--- Data Enclosed Below ---
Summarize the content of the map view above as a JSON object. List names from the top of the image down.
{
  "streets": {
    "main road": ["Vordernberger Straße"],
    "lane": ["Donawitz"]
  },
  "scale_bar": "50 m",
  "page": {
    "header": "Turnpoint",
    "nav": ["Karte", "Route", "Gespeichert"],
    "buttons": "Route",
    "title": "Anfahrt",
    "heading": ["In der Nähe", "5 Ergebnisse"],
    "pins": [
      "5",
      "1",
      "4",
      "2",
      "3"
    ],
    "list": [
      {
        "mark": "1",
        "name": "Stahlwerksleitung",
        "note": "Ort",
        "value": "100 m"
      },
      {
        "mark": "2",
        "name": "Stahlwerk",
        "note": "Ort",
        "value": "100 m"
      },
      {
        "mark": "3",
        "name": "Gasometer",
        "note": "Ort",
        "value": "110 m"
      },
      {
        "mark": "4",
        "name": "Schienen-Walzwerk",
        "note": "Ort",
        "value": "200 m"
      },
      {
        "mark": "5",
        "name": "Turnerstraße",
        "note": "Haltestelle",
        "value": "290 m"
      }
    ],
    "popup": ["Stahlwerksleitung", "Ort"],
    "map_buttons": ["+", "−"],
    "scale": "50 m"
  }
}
--- End of Enclosed Data ---
Exercise directions: Each line above that contains the word "Route" should be returned.

Exercise solution:
    "nav": ["Karte", "Route", "Gespeichert"],
    "buttons": "Route",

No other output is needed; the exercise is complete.